• **WORK INSTRUCTIONS**
Check which lines of the entries that follow hold "fabs", then give the number of those lines and nothing more.

#### RECORDS PROVIDED ####

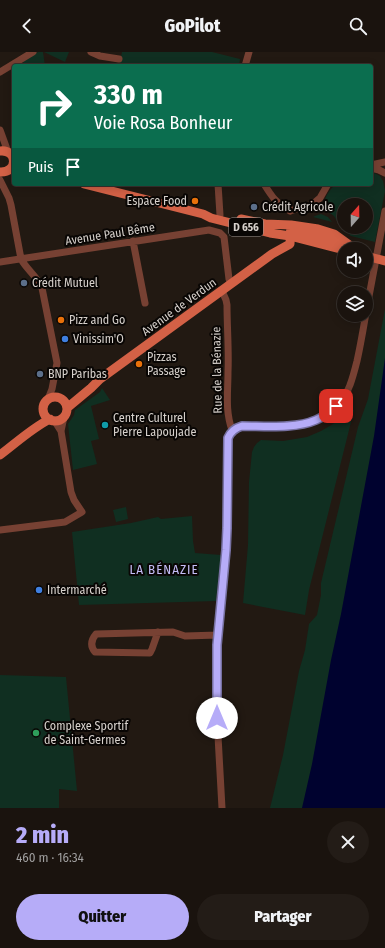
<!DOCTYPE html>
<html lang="fr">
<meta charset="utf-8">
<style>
body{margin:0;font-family:"Fira Sans Condensed",sans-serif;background:#231c17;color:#f1f3f6;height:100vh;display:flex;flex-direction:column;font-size:15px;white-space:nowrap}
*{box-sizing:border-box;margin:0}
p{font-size:13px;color:#9f9e9e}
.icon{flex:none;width:22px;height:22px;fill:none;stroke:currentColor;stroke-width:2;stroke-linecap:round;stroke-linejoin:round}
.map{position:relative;height:756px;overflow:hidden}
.details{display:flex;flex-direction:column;background:#1a130e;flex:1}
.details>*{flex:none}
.banner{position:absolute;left:12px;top:12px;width:361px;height:122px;border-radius:4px;box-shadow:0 2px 10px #0003,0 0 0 1px #38322e;background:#0b6e4f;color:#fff;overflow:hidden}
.needle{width:26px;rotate:20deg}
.fabs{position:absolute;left:337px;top:146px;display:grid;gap:8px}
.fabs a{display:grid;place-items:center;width:36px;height:36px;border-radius:50%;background:#1a130e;box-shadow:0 2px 10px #0003,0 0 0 1px #38322e;font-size:20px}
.pin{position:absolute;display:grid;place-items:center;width:34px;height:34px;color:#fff;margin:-17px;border-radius:8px;box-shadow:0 2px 6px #0006}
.me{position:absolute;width:44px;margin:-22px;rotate:0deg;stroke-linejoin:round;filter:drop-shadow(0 0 3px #0008)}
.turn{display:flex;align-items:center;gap:14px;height:84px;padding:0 16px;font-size:18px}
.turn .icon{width:52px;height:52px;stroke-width:2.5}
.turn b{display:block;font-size:28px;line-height:34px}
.then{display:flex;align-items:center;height:38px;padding:0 16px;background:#0003;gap:8px;font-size:15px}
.round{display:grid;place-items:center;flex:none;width:42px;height:42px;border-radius:21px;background:#231c17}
.overview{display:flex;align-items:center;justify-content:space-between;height:68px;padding:0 16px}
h1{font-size:24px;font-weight:800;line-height:30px;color:#b6acf8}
.cta{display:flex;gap:8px;margin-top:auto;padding:8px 16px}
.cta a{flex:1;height:46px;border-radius:24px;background:#b6acf8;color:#111;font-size:16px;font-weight:800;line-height:46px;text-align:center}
.cta a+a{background:#231c17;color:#f1f3f6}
header{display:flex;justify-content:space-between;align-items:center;height:52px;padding:0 16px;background:#1a130e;font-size:18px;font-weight:800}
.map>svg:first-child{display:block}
</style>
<header><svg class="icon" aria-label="back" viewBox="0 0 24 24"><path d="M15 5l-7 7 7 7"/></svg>GoPilot<svg class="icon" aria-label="search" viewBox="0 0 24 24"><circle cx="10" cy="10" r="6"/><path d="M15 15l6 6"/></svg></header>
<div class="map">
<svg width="385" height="756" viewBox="0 0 385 756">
<rect width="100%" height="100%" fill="#221912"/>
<path fill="#102f21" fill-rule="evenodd" d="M38 0H43L45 14H24L23 9Z
M44 0H69L65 10Z
M122 0H212L240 7 239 14H119Z
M371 121H374L380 124 383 129 385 139 375 190 351 184 338 171 334 164 324 157C323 147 329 138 336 132H371ZM344 153H366V175H344Z
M321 162 328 165 332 170 313 165 315 164Z
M385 257V756H270L283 703 299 619 305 598 309 572 317 563 321 543V531L358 375 368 347Z
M102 336 110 348 91 354 99 387 91 389 97 412 73 418 68 372 74 363 75 358 100 340Z
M350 358H354L309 538 305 563 243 551 248 493 249 430 252 400 254 395 257 391 261 388 283 389 307 385 321 379 333 372Z
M126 455 128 467 116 470 113 458Z
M192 464 193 489 195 501 221 503 216 549 79 553 72 480 131 471 158 465 161 467Z
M0 623 66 625 77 739 59 737V756H0Z"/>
<path fill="#00022f" d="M385 306V756H302L312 712 331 608 341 562 374 384Z"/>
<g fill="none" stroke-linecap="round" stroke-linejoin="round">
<path stroke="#774133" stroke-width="7" d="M91 0 100 4 119 7
M245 14 249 0
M0 20 33 0
M0 78 8 100
M371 113 385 110
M371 116 379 118 385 121
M0 128 9 146 11 153 21 207C27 218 37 224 42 236L57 311 52 337 48 347
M218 132 220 163
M264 132C272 145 276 151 290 159
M290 159 313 152 320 146 328 132
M133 189 145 251
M0 210 209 178 220 181 224 185 229 227 231 232
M222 239 226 248 227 253C227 275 229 298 228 320 228 340 225 359 232 378
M54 368 61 379
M0 478 65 470 82 460 74 448 71 440 61 379 64 365
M158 580 152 597 150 601 95 600C90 594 91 588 96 582L173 580 185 584 218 583
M222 756 217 666V593L226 498 227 476 228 386C231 378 235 376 242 374 269 374 302 379 326 363 336 356 346 345 350 333 353 325 355 317 357 309 361 291 364 273 367 255 373 223 379 191 385 159"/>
<path stroke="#d36146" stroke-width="9" d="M0 99C18 97 18 121 0 120
M84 132 203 162 211 166 270 181 290 184 344 198
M241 167 265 172 291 173 318 177 334 182 352 195 359 197
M294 183 307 181 339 191
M366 204 385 209
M43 357a12 12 0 1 1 24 0a12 12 0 1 1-24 0Z
M67 356 91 336 100 327 272 202 290 192 291 173
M0 403C16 391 32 376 50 367"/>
</g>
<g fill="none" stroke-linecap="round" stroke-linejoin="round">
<defs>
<path id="route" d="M217 666V593L226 498 227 476 228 386C231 379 235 376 242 374 265 374 295 377 316 368 323 365 330 360 336 354"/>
</defs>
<use href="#route" stroke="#7670a1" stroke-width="10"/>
<use href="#route" stroke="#b6acf8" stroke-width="7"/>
</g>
<g fill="#e8710a" stroke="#090604" stroke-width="1.5">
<circle cx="195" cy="149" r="4"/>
<circle cx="61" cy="268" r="4"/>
<circle cx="139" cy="312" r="4"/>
</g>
<g fill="#5c6f8a" stroke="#090604" stroke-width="1.5">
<circle cx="254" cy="155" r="4"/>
<circle cx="24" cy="231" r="4"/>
<circle cx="40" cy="322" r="4"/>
</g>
<g fill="#3f7fe0" stroke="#090604" stroke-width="1.5">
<circle cx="65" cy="287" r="4"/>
<circle cx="39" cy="538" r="4"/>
</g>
<circle fill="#0f9aa8" stroke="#090604" stroke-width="1.5" cx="105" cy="373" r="4"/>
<circle fill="#2e9e5b" stroke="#090604" stroke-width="1.5" cx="36" cy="681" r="4"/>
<g text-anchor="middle" stroke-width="4" stroke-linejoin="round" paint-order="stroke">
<rect fill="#090604" stroke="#999490" stroke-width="1" x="229" y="166" width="34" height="18" rx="3"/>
<g font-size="11" font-weight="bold" fill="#d7d1cc">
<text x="246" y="179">D 656</text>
</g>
<g font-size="12" fill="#d7d1cc" stroke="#090604" text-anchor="start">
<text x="187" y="153" text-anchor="end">Espace Food</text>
<text x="262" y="159">Crédit Agricole</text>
<text x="32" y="235">Crédit Mutuel</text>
<text x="69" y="272">Pizz and Go</text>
<text x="73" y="291">Vinissim'O</text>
<text x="147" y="309">Pizzas<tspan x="147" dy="14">Passage</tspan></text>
<text x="48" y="326">BNP Paribas</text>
<text x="113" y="370">Centre Culturel<tspan x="113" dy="14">Pierre Lapoujade</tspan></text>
<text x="47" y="542">Intermarché</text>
<text x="44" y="678">Complexe Sportif<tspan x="44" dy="14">de Saint-Germes</tspan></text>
</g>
<g font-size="12" fill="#d7d1cc" stroke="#090604">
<text transform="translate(110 182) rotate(-9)" y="4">Avenue Paul Bême</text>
<text transform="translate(179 255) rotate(-36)" y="4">Avenue de Verdun</text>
<text transform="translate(217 318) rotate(-91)" y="4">Rue de la Bénazie</text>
</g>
<g font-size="13" letter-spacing="1" fill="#c4bdf6" stroke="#090604">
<text x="164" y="522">LA BÉNAZIE</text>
</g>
</g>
</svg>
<div class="fabs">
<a><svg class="needle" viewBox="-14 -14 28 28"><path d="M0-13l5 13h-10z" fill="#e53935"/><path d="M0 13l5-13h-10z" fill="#9f9e9e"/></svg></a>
<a><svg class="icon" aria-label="sound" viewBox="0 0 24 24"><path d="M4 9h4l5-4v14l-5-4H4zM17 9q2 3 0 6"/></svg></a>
<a><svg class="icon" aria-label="layers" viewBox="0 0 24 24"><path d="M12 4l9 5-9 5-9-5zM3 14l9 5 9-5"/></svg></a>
</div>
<div class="pin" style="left:336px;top:354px;background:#d93025"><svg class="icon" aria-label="arrive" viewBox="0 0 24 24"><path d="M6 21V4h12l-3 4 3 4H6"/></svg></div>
<svg class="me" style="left:217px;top:666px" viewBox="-20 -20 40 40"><circle r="19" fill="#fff"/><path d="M0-13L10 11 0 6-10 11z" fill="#b6acf8"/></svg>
<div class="banner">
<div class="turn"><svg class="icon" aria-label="right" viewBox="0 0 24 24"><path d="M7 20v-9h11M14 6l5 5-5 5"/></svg><div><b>330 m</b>Voie Rosa Bonheur</div></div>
<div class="then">Puis<svg class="icon" aria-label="arrive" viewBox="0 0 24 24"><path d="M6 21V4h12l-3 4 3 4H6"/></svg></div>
</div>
</div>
<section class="details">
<div class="overview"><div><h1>2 min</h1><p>460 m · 16:34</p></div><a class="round"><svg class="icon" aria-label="close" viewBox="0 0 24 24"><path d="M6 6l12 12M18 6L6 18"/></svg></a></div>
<div class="cta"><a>Quitter</a><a>Partager</a></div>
</section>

####

• **SOLUTION FOR THIS TASK**
3